Pro Tip: You can see the actual response on the left to help you decide what the expected response should be.

Side-by-Side Comparison

Einstein Model Testing

Left Side: Actual (What Agent Did) 🟢

Characteristics:

Color: Green styling
Editable: No (read-only)
Purpose: Shows what the agent actually did
Visual: Chips for topics/actions, text for responses

Display:

Topics: Green chips with topic names
Actions: Green chips for each action
Response: Green bordered box with full text
Empty states: "No topic/actions/response from agent yet"

Right Side: Expected (What You Want) 🔵

Characteristics:

Color: Blue/Orange/Standard styling
Editable: Yes (all fields)
Purpose: Define what you expect
Visual: Form inputs, dropdowns, checkboxes

Display:

Topics: Autocomplete dropdown
Actions: Multi-select with checkboxes
Response: Multi-line textarea
Empty states: Placeholder text

Reading Flow

Natural left-to-right workflow:

👀 Look at Actual (left) - See what the agent did
🤔 Decide if it's correct - Is this what you expected?
✏️ Adjust Expected (right) - Update if needed
💾 Save - Persist changes

Example Workflow:

User utterance: "What is my account balance?"

Step 1: Run test
Actual Topic: [ServiceTopic_v2]   ← Left side
Actual Actions: [GetBalance]       ← Left side
Actual Response: "Your balance is $1,234.56" ← Left side

Step 2: Agent looks good! Copy to expected
Expected Topic: ServiceTopic_v2    ← Right side
Expected Actions: ☑ GetBalance     ← Right side
Expected Response: "$1,234.56"     ← Right side (simplified)

Step 3: Save changes
→ Status recalculates
→ Test shows "Success" ✅

Auto-Recalculation Feature

Conversation Expanded

What Happens After Saving

When you click "Save Changes", the system automatically:

✅ Saves your edits to the test case metadata
🔄 Recalculates matches against actual sessions
📊 Updates test status (Success/Partial/Error/No Match)
🎯 Refreshes the table with new results

You don't need to:

Manually refresh the page
Re-run the test
Wait for async processes
Click any additional buttons

Status Indicators

After recalculation, you'll see updated status:

🟢 Success

All expectations match actual results
Topic matches
All actions executed
Response matches (if specified)

🟡 Partial

Some expectations match
Example: Topic matches but actions don't
Example: Actions match but response differs

🔴 Error

Major mismatches
Example: Wrong topic identified
Example: No actions executed when expected

⚪ No Match

No agent session found for this utterance
Agent hasn't been tested with this input yet
Need to run the agent first

Real-Time Feedback

The recalculation typically takes < 1 second, giving you immediate feedback:

[Edit Dialog]
┌──────────────────────────────────┐
│ Save Changes                     │
└──────────────────────────────────┘
         ↓
[Saving...]
         ↓
[Table Updates]
┌──────────────────────────────────┐
│ Test #1: Success ✅              │
│ - Topic: Match ✅                │
│ - Actions: Match ✅              │
│ - Response: Match ✅             │
└──────────────────────────────────┘

Common Workflows

Workflow 1: Copy Actual to Expected

Use Case: Agent behavior is correct, update expectations to match.

Steps:

Click ✏️ Edit on test case
Review left side (actual values)
Copy/select same values on right side (expected)
- Select matching topic from dropdown
- Check same actions in multi-select
- Copy response text (or adjust as needed)
Click "Save Changes"
✅ Status updates to "Success"

Time Saved: 30 seconds per test case vs. manually editing metadata.

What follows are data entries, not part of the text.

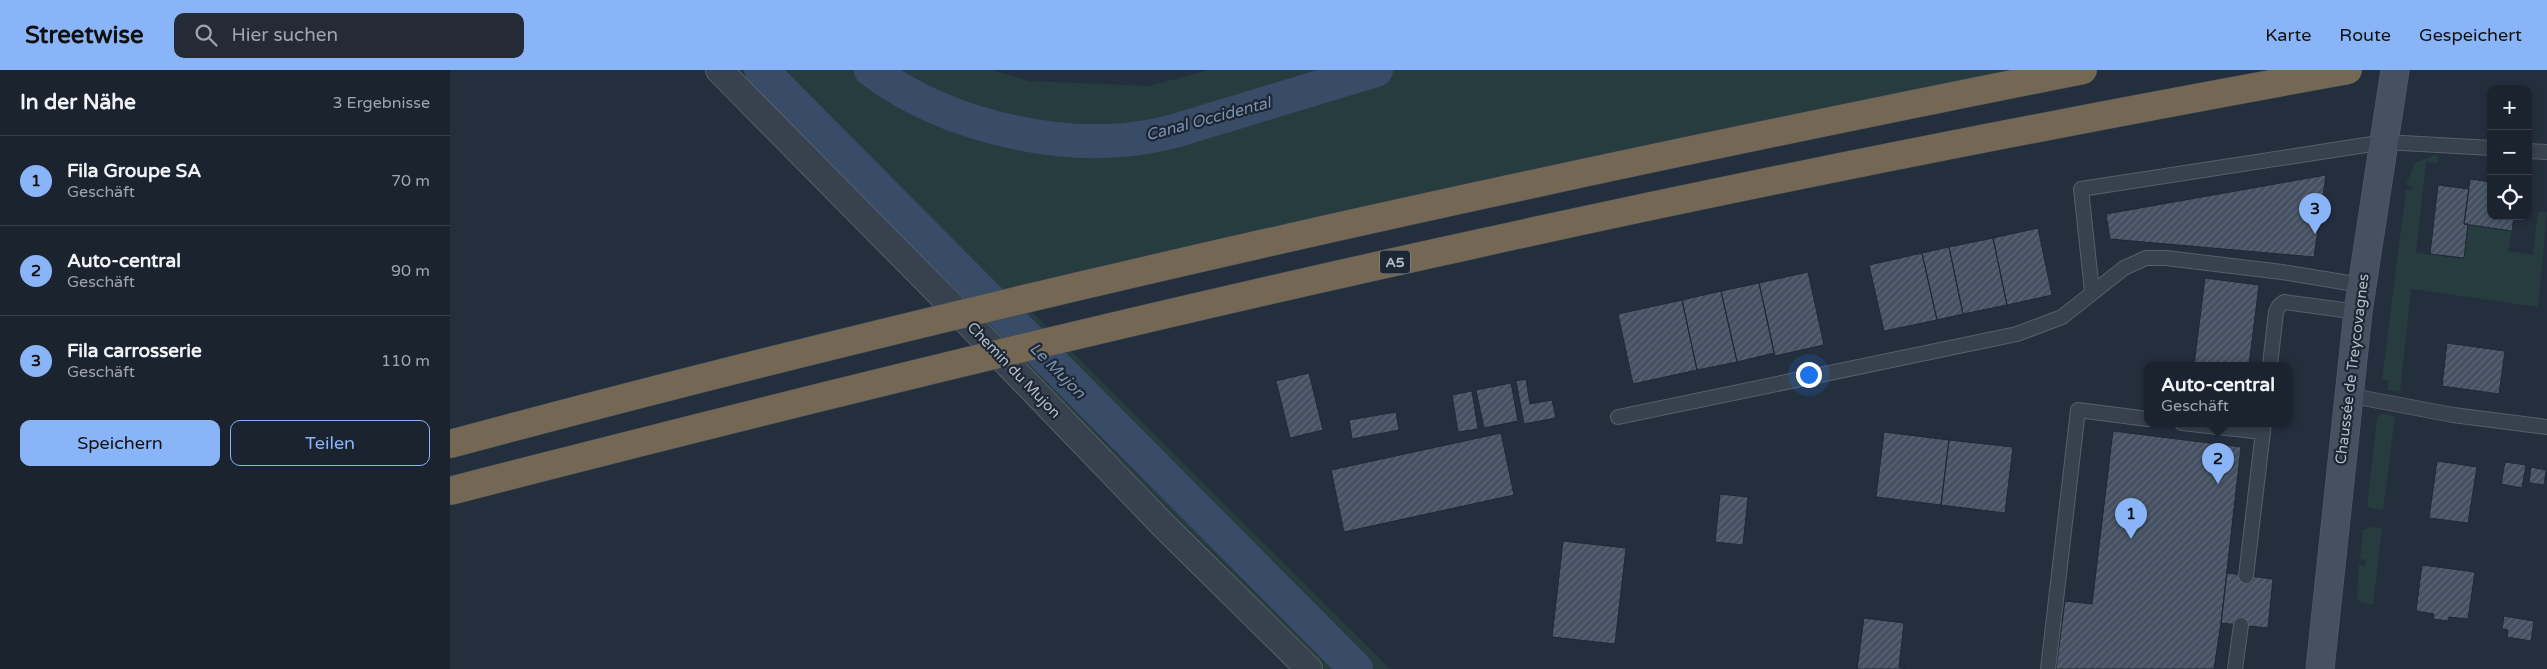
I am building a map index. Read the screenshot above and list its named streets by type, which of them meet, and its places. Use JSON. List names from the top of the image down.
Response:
{
  "streets": {
    "highway": ["A5"],
    "main road": ["Chaussée de Treycovagnes"],
    "street": ["Chemin du Mujon"]
  },
  "water": ["Canal Occidental", "Le Mujon"],
  "page": {
    "header": "Streetwise",
    "search": "Hier suchen",
    "nav": ["Karte", "Route", "Gespeichert"],
    "heading": ["In der Nähe", "3 Ergebnisse"],
    "map_buttons": ["+", "−"],
    "list": [
      {
        "mark": "1",
        "name": "Fila Groupe SA",
        "note": "Geschäft",
        "value": "70 m"
      },
      {
        "mark": "2",
        "name": "Auto-central",
        "note": "Geschäft",
        "value": "90 m"
      },
      {
        "mark": "3",
        "name": "Fila carrosserie",
        "note": "Geschäft",
        "value": "110 m"
      }
    ],
    "pins": ["3", "2", "1"],
    "popup": ["Auto-central", "Geschäft"],
    "buttons": ["Speichern", "Teilen"]
  }
}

Workflow 2: Fix Mismatched Expectations

Use Case: Agent behavior changed, expectations are outdated.

Steps:

See "Error" or "Partial" status in table
Click ✏️ Edit to see what's mismatched
Compare actual (left) vs expected (right)
Update expected to match new agent behavior
Save and verify status changes to "Success"

Example:

Before:
Expected Actions: ['GetBalance']
Actual Actions: ['GetBalance', 'CheckLimit']
Status: Partial ⚠️

After Edit:
Expected Actions: ['GetBalance', 'CheckLimit']
Status: Success ✅

Workflow 3: Test Input Variations

Use Case: Test if agent handles different phrasings.

Steps:

Click ✏️ Edit on existing test case
Modify the input utterance
- "What is my balance?" → "Show my balance"
- "What is my balance?" → "How much money do I have?"
Keep or adjust expectations
Save and see if agent still works correctly

Use Case: Ensuring your agent is robust to variations in user input.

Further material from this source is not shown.